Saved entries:
━━━━━━

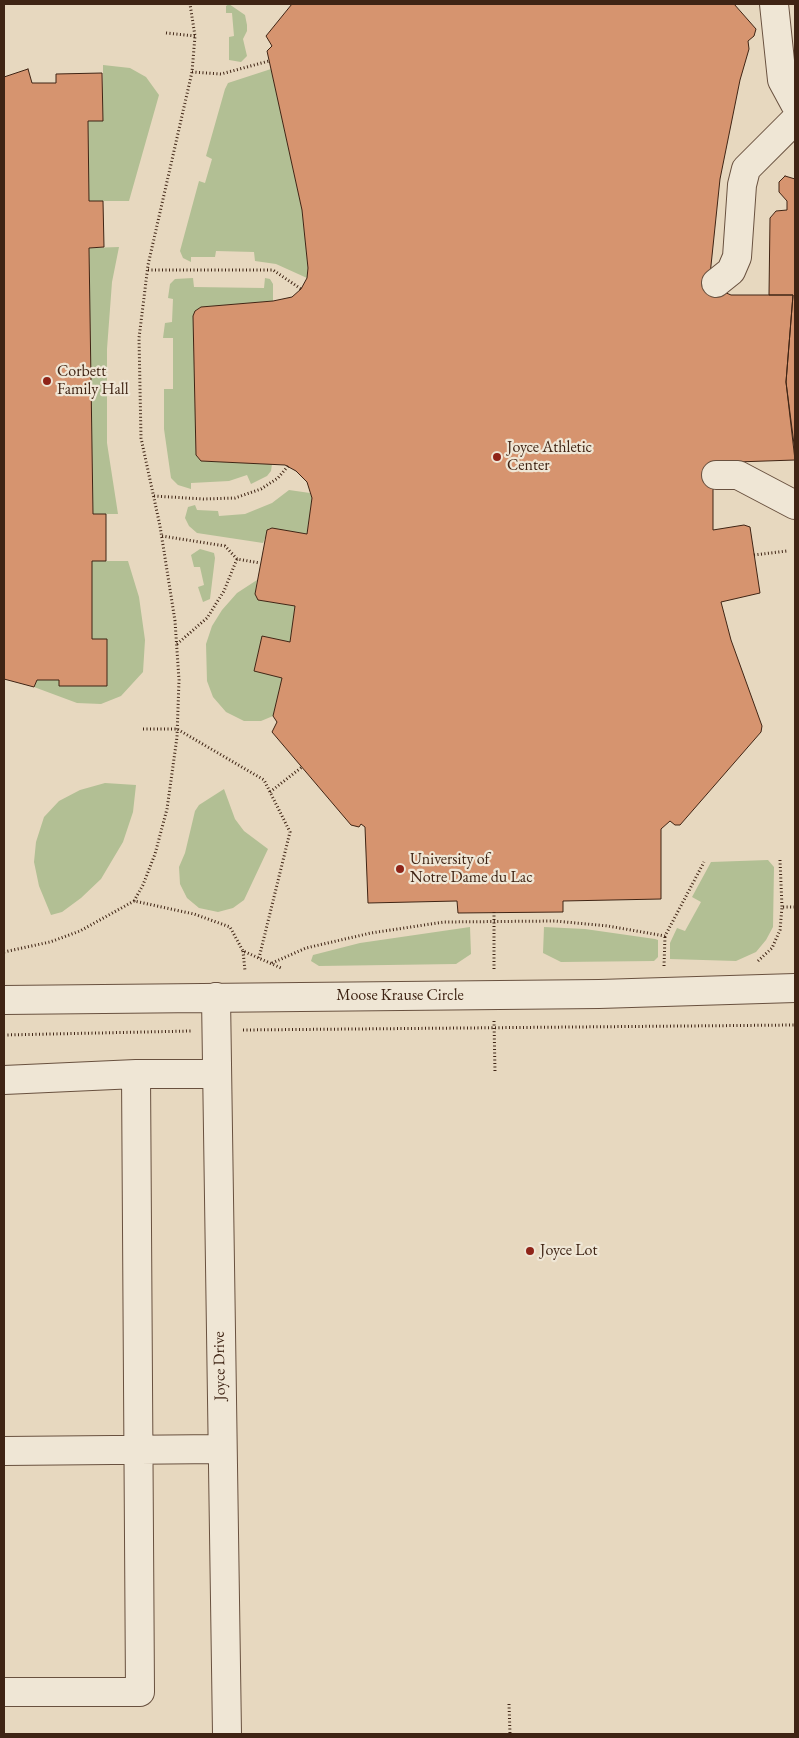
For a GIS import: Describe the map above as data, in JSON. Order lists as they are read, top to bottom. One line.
{"streets":{"street":["Moose Krause Circle","Joyce Drive"]},"crossings":[["Moose Krause Circle","Joyce Drive"]],"places":["Corbett Family Hall","Joyce Athletic Center","University of Notre Dame du Lac","Joyce Lot"]}
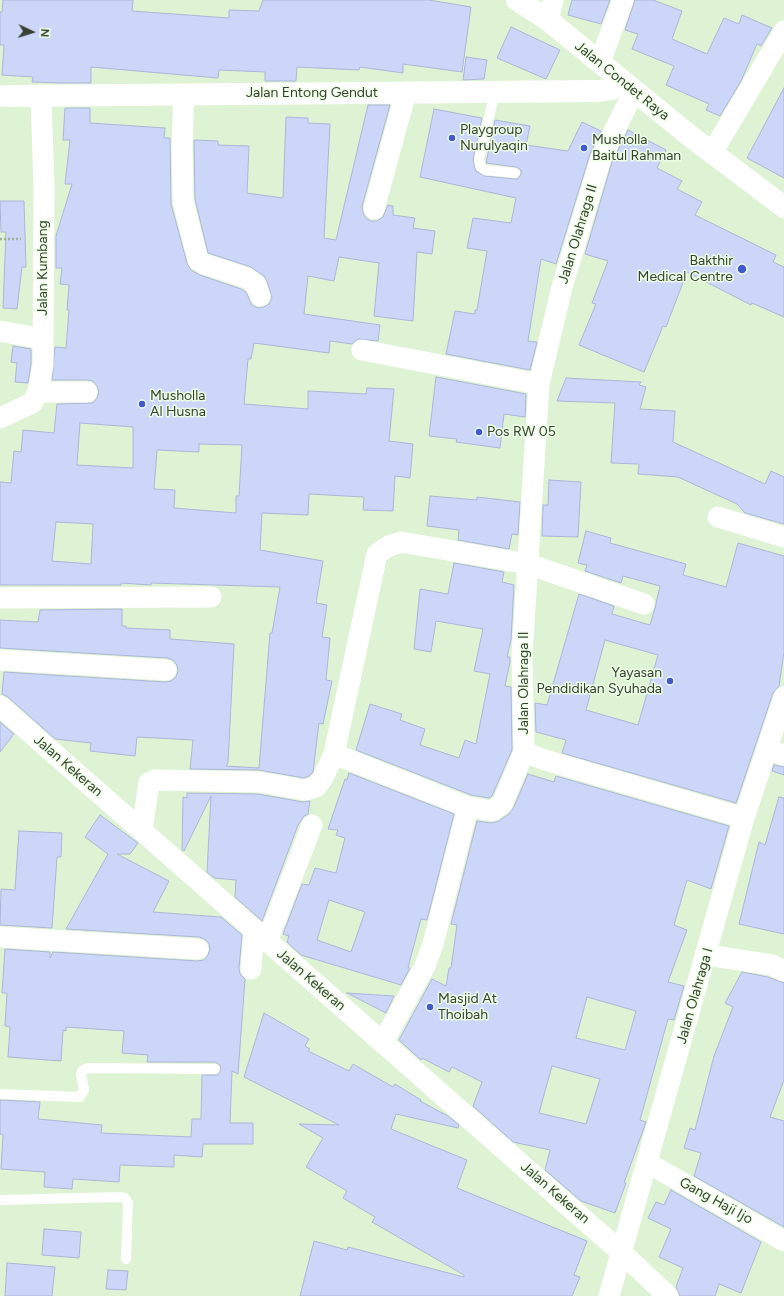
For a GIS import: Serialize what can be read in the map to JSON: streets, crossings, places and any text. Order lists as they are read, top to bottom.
{
  "streets": {
    "street": [
      "Jalan Condet Raya",
      "Jalan Entong Gendut",
      "Jalan Olahraga II",
      "Jalan Kumbang",
      "Jalan Kekeran",
      "Jalan Olahraga I",
      "Gang Haji Ijo"
    ]
  },
  "crossings": [
    ["Jalan Condet Raya", "Jalan Entong Gendut"],
    ["Jalan Condet Raya", "Jalan Olahraga II"],
    ["Jalan Entong Gendut", "Jalan Olahraga II"],
    ["Jalan Entong Gendut", "Jalan Kumbang"],
    ["Jalan Olahraga II", "Jalan Olahraga I"],
    ["Jalan Kekeran", "Jalan Olahraga I"],
    ["Jalan Olahraga I", "Gang Haji Ijo"]
  ],
  "places": [
    "Playgroup Nurulyaqin",
    "Musholla Baitul Rahman",
    "Bakthir Medical Centre",
    "Musholla Al Husna",
    "Pos RW 05",
    "Yayasan Pendidikan Syuhada",
    "Masjid At Thoibah"
  ],
  "north": "right"
}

━━━━━━

*BRIEF:* Would you return the data exactly as written, without the pictures?

*WRITTEN ANSWER:*
For a GIS import: Describe the map above as data, in JSON. Order lists as they are read, top to bottom. One line.
{"streets":{"street":["Moose Krause Circle","Joyce Drive"]},"crossings":[["Moose Krause Circle","Joyce Drive"]],"places":["Corbett Family Hall","Joyce Athletic Center","University of Notre Dame du Lac","Joyce Lot"]}
For a GIS import: Serialize what can be read in the map to JSON: streets, crossings, places and any text. Order lists as they are read, top to bottom.
{
  "streets": {
    "street": [
      "Jalan Condet Raya",
      "Jalan Entong Gendut",
      "Jalan Olahraga II",
      "Jalan Kumbang",
      "Jalan Kekeran",
      "Jalan Olahraga I",
      "Gang Haji Ijo"
    ]
  },
  "crossings": [
    ["Jalan Condet Raya", "Jalan Entong Gendut"],
    ["Jalan Condet Raya", "Jalan Olahraga II"],
    ["Jalan Entong Gendut", "Jalan Olahraga II"],
    ["Jalan Entong Gendut", "Jalan Kumbang"],
    ["Jalan Olahraga II", "Jalan Olahraga I"],
    ["Jalan Kekeran", "Jalan Olahraga I"],
    ["Jalan Olahraga I", "Gang Haji Ijo"]
  ],
  "places": [
    "Playgroup Nurulyaqin",
    "Musholla Baitul Rahman",
    "Bakthir Medical Centre",
    "Musholla Al Husna",
    "Pos RW 05",
    "Yayasan Pendidikan Syuhada",
    "Masjid At Thoibah"
  ],
  "north": "right"
}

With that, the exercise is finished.